On Wed, Aug 09, 2000 at 03:04:52PM -0700, Guy Harris wrote:
> > Can Gryphon be made to do a perhaps-less-than-ideal dissection without
> > 64-bit integer support,
> It appears that it could; you could have "resp_time()" just display the
> time stamp as hex, rather than as a date and a time.
This is possible but I see some problems even in the 64 bit supporting
platforms:
union {
unsigned int lng[2];
guint64 lnglng;
} ts;
unsigned int timestamp;
unsigned char date[45];
ts.lng[1] = pntohl ((unsigned int *)(*data));
ts.lng[0] = pntohl ((unsigned int *)((*data)+4));
timestamp = ts.lnglng / 100000L;
strncpy (date, ctime((time_t*)×tamp), sizeof(date));
date[strlen(date)-1] = 0x00;
proto_tree_add_text(pt, NullTVB, *offset, 8, "Date/Time: %s", date);
timestamp = ts.lng[0];
hours = timestamp /(100000 * 60 *60);
It looks like in the protocol we have a 64 bit number which holds the number
seconds * 100000, which is good for 5 fraction digits.

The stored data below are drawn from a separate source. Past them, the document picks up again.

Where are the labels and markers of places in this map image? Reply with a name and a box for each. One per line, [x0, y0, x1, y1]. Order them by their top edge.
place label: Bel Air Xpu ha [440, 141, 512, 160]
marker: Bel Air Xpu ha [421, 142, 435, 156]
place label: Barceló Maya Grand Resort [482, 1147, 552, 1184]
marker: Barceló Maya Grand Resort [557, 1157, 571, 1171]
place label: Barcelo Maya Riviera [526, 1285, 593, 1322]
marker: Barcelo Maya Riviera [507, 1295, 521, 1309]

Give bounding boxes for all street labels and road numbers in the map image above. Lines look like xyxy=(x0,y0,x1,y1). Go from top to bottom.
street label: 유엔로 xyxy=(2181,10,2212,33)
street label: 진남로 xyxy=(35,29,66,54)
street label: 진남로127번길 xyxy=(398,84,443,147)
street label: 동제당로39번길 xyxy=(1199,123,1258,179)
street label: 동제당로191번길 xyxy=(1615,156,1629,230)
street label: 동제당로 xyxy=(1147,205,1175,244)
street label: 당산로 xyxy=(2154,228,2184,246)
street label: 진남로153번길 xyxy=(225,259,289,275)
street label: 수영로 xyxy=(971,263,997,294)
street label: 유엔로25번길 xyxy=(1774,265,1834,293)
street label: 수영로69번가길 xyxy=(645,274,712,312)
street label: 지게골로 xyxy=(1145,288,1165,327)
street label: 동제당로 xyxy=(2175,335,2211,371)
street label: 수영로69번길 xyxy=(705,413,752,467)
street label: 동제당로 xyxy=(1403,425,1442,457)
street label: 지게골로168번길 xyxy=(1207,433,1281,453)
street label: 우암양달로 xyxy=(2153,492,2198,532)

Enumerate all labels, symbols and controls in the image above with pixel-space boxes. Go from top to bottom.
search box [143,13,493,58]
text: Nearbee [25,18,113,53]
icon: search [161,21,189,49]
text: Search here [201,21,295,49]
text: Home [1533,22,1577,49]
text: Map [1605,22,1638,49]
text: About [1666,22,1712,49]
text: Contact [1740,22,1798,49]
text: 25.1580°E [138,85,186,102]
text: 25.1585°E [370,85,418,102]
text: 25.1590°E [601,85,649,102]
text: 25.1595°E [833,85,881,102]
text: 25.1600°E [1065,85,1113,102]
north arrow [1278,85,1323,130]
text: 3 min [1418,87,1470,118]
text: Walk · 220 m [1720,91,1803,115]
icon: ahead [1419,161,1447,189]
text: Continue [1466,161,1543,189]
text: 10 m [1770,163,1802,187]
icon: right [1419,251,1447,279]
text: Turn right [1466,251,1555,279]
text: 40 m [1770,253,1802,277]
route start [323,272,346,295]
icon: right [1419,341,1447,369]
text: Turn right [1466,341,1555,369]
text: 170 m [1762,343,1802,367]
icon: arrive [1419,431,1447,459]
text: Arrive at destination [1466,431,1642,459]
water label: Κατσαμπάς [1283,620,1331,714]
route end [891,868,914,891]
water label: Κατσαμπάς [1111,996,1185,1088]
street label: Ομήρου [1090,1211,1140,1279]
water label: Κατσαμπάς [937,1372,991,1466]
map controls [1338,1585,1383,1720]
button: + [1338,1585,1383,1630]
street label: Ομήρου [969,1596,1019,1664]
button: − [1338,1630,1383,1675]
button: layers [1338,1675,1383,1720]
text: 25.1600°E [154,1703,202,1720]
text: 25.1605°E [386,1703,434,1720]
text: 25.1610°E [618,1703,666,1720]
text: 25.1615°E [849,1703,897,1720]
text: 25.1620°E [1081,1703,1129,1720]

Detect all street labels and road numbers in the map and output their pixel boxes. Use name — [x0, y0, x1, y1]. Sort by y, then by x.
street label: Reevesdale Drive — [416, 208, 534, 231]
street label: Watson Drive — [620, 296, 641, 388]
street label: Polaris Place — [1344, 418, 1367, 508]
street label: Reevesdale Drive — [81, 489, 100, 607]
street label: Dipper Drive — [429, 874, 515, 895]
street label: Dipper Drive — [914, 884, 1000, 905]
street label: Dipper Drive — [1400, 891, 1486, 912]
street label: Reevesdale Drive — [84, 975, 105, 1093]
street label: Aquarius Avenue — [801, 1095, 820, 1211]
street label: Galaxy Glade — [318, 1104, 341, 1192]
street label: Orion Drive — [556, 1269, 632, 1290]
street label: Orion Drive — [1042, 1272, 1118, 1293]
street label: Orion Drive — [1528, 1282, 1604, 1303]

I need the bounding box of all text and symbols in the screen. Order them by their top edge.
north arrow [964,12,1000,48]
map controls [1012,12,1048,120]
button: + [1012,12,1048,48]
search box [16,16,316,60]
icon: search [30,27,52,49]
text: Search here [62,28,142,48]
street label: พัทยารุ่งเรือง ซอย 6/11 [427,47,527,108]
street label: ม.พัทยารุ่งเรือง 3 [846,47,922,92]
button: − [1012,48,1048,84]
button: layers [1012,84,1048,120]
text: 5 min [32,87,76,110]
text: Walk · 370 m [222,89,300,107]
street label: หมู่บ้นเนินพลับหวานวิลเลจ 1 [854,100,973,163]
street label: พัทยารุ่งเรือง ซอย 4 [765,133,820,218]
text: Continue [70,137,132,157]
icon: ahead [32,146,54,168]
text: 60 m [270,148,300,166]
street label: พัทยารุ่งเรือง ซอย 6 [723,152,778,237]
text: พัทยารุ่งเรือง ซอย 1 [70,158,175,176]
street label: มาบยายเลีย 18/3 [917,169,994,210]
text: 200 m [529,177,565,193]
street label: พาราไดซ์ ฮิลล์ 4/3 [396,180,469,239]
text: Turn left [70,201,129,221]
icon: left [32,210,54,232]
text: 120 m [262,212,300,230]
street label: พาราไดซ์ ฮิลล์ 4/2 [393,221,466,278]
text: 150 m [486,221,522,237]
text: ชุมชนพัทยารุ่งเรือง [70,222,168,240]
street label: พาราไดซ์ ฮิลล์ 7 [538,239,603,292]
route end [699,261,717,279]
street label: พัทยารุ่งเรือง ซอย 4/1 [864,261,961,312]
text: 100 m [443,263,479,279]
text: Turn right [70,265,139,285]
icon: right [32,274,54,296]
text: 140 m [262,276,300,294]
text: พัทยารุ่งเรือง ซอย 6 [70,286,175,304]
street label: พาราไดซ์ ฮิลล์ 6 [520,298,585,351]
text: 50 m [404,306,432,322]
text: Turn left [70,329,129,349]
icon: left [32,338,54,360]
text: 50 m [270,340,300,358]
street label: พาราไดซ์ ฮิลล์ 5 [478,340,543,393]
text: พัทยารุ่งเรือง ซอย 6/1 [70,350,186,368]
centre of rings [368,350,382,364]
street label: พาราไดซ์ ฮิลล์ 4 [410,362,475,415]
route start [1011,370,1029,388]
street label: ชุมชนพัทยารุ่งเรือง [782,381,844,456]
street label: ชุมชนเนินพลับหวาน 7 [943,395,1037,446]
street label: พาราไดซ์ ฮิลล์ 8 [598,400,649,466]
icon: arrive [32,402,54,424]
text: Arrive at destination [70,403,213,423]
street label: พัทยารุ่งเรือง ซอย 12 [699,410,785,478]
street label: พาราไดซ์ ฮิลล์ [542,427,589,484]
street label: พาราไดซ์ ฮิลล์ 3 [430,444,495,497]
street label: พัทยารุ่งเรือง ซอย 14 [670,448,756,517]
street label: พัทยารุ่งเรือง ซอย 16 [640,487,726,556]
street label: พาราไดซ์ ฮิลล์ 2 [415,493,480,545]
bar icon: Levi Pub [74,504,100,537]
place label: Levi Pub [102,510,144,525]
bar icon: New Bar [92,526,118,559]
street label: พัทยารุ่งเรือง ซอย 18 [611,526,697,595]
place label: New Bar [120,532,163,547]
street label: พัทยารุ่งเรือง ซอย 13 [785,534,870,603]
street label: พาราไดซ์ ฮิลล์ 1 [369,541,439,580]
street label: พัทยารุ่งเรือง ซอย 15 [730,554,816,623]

But to interpret
the lnglng overlaying 2 uint is an assumtion about the order of the 2 uint
in the guint64. It will work on little-endian systems only.
The first timestamp (ts.lnglng / 100000L) should be obviously the number of
seconds (ctime() needs it so) but what is the second timestamp (ts.lng[0]).
>From the following lines (hours = ...) it should probably be the originally
value ts.lnglng, because every following statement has its own division
by 100000.
> (BTW, this indicates that we should provide "pntohll()" and "phtonll()"
> routines, and tvbuff versions of them, at least on platforms where we
> have "gint64" and "guint64".)
That would at least clean the first mentioned problem.